Security Bank cracks open bond investors

Debut $300m offering by the Philippine bank comes at a small premium to its nearest peer, Rizal Commercial Banking Corporation.

Security Bank, the Philippines' tenth largest bank by assets, completed its maiden offshore bond on Tuesday, offering a small new issue premium to its nearest comparable, Rizal Commercial Banking Corporation (RCBC).

The BB+/BB rated issuer priced a $300 million five-year Reg S deal at par with a coupon and re-offer yield of 3.95%. This was 25bp inside initial guidance around the 4.2% area and the tight end of final guidance of 3.95% to 4%. 

The order book closed with about $1.75 billion in demand from 187 accounts, of which 58% came from the Philippines, 35% Asia and 7% Europe. By investor type banks took 50%, funds 38%, private banks 7% and pension funds 5%.

High demand enabled the deal to price not far back from RCBC's 4.25% January 2020 bond. This was bid at 101.875% at the time of pricing, equating to a yield of 3.833%.

Security Bank therefore offered a yield pick up of 11.7bp. Joint global co-ordinators were ANZ, Deutsche Bank and UBS, with Development Bank of the Philippines and SB Capital acting as domestic leads. 

Philippines credits have proved to be remarkably stable during the recent bout of volatility and bankers say they have been viewed as a safe haven by defensive investors. RCBC, for example, priced its own $200 million five-year deal on January 12 and it has not moved far from its par issue price.
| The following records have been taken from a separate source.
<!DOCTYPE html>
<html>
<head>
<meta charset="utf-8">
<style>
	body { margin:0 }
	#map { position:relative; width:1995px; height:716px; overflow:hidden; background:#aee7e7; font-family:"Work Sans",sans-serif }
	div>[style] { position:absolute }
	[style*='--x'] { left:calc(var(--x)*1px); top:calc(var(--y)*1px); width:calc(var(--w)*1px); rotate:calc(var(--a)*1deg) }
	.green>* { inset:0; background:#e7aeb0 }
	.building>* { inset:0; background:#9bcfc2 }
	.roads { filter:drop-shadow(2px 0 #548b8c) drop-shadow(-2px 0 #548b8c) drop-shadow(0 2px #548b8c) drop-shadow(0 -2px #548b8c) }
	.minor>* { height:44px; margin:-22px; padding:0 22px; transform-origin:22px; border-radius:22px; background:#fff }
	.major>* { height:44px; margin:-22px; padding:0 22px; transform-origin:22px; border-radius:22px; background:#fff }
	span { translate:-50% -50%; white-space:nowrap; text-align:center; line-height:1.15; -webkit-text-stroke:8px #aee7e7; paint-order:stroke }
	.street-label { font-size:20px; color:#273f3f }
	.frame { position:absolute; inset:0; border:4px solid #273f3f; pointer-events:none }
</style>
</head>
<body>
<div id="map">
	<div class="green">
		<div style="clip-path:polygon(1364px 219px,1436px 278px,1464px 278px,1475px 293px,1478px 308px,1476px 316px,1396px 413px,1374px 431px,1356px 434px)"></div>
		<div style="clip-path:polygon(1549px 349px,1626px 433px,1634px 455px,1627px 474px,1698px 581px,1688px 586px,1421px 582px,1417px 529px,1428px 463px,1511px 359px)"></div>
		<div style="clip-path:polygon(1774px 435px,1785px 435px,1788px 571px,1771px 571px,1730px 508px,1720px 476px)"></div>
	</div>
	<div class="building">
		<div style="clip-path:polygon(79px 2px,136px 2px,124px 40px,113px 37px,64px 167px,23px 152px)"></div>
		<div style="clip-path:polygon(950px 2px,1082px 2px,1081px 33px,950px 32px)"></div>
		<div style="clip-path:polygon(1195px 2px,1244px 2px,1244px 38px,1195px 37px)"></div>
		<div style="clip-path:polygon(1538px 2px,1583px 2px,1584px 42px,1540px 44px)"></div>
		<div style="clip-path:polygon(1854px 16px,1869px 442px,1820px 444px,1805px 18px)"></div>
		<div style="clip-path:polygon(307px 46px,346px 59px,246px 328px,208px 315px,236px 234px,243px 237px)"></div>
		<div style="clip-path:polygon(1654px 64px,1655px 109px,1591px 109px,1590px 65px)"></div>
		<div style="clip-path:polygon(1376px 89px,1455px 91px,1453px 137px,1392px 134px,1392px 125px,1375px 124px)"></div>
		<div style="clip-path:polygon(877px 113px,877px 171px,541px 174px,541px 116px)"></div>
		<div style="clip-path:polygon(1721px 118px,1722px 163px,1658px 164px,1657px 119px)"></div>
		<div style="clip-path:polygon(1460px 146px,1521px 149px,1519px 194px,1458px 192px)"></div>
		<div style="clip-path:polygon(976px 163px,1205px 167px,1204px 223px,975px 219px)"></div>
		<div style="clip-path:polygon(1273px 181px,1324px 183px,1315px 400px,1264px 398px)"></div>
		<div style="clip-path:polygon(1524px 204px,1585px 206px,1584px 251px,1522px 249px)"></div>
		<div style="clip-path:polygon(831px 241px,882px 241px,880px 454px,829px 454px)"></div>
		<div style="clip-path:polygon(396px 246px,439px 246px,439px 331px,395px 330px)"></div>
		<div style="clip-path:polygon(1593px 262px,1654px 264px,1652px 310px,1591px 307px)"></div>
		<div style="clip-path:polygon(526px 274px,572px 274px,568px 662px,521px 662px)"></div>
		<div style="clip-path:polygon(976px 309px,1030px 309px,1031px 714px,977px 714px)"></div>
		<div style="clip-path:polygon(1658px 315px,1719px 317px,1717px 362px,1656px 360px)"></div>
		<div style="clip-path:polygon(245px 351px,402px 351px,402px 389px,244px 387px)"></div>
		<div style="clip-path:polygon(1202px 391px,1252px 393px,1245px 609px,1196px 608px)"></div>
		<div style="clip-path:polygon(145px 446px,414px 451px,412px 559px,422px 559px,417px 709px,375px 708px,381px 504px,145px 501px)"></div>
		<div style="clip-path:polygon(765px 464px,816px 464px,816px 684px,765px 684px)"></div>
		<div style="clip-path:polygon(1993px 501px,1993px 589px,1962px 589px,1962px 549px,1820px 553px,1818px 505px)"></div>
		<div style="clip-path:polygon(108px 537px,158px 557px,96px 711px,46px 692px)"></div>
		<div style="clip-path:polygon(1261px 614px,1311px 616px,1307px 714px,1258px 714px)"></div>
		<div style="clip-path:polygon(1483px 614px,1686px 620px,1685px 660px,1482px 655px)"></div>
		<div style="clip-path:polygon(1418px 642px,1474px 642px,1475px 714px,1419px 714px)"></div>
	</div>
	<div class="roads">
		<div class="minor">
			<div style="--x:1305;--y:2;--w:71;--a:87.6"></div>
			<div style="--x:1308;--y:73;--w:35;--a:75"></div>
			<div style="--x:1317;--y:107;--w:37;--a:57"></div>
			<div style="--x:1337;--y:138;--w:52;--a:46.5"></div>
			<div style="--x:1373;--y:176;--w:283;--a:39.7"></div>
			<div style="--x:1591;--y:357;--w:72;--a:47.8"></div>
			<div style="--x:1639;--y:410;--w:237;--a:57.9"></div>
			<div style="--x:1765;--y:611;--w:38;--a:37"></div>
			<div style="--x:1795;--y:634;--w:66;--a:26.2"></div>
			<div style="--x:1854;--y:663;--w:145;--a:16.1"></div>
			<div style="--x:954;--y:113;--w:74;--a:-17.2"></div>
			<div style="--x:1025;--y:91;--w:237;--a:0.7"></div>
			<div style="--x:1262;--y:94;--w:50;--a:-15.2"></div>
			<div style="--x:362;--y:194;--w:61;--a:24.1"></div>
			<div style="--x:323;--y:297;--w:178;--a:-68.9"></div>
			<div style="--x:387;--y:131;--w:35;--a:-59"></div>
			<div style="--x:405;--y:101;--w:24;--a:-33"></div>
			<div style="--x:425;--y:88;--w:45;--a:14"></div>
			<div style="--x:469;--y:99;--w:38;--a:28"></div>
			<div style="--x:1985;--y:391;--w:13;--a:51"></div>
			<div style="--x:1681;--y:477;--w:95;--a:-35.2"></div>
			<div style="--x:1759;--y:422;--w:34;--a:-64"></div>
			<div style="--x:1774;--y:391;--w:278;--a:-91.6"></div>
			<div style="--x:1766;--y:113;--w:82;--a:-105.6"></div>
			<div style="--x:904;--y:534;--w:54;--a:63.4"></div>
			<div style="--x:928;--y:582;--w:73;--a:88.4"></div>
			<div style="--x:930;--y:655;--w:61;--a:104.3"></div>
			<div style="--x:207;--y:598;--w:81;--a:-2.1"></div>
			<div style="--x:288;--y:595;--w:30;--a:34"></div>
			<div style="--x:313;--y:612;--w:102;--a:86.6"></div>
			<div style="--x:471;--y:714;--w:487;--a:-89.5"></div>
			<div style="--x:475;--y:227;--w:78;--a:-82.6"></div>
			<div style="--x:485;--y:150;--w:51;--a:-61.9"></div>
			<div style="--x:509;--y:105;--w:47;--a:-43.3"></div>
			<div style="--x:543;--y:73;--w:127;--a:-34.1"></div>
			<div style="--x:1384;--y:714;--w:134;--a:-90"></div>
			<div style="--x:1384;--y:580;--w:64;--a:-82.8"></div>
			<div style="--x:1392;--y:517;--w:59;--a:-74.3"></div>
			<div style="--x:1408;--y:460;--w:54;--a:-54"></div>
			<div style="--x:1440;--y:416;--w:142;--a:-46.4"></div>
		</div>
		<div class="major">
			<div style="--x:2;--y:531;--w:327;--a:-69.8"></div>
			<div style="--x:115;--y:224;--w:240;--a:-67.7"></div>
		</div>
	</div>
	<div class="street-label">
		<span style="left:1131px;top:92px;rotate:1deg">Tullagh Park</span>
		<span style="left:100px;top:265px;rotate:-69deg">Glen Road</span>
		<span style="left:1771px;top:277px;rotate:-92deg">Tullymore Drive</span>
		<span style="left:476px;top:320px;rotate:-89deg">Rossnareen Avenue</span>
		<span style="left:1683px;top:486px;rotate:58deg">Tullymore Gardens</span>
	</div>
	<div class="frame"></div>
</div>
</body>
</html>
On its first day of trading, the Ba2-rated transaction initially dipped slightly below par before ending the day at 100.75%/101.125%. It has stayed at that level pretty much ever since. 

Security Bank is relatively unusual by Philippines standards given that it does not sit under a conglomerate, although it is owned by a family - the Dys. It also has some of the best credit metrics of the domestic banking sector because earnings have historically been driven by investment income, which means its NPL levels are very low and its capital adequacy ratios (CAR) high. 

At the end of the third quarter, gross NPLs stood at 0.8%, while its 2014 CAR is estimated to stand at 18.2% of which tier 1 accounts for about 14.4%. 

Its first nine months of earnings showed a 54% jump year-on-year, although analysts attributed much of the outperformance to one-off gains from the sale of investment securities. Hold-to-maturity investment securities formed a large part of the bank's asset base at the end of the third quarter, with investment securities as a whole accounting for 23.7%, with loans on 50.6%, cash and interbank assets 24.1% and other 1.7%. 

Where its corporate loan book is concerned, the bank targets the Filipino-Chinese community, with 54% of lending to large scale enterprises, 40% to SME's and mid-sized enterprises and the remaining 6% to retail.

The bank plans to change this mix and is expanding fast to try and grow its consumer loan book from 6% to more than 30% of the total within the next couple of years. It is, for example, planning to open about 20 new branches a year, building on its current 276 branch network.

Equity investors have so far rewarded these ambitions with strong share price growth. During 2014, Security Bank's share price rose 31% beating the Philippines Stock Exchange Index by 9%.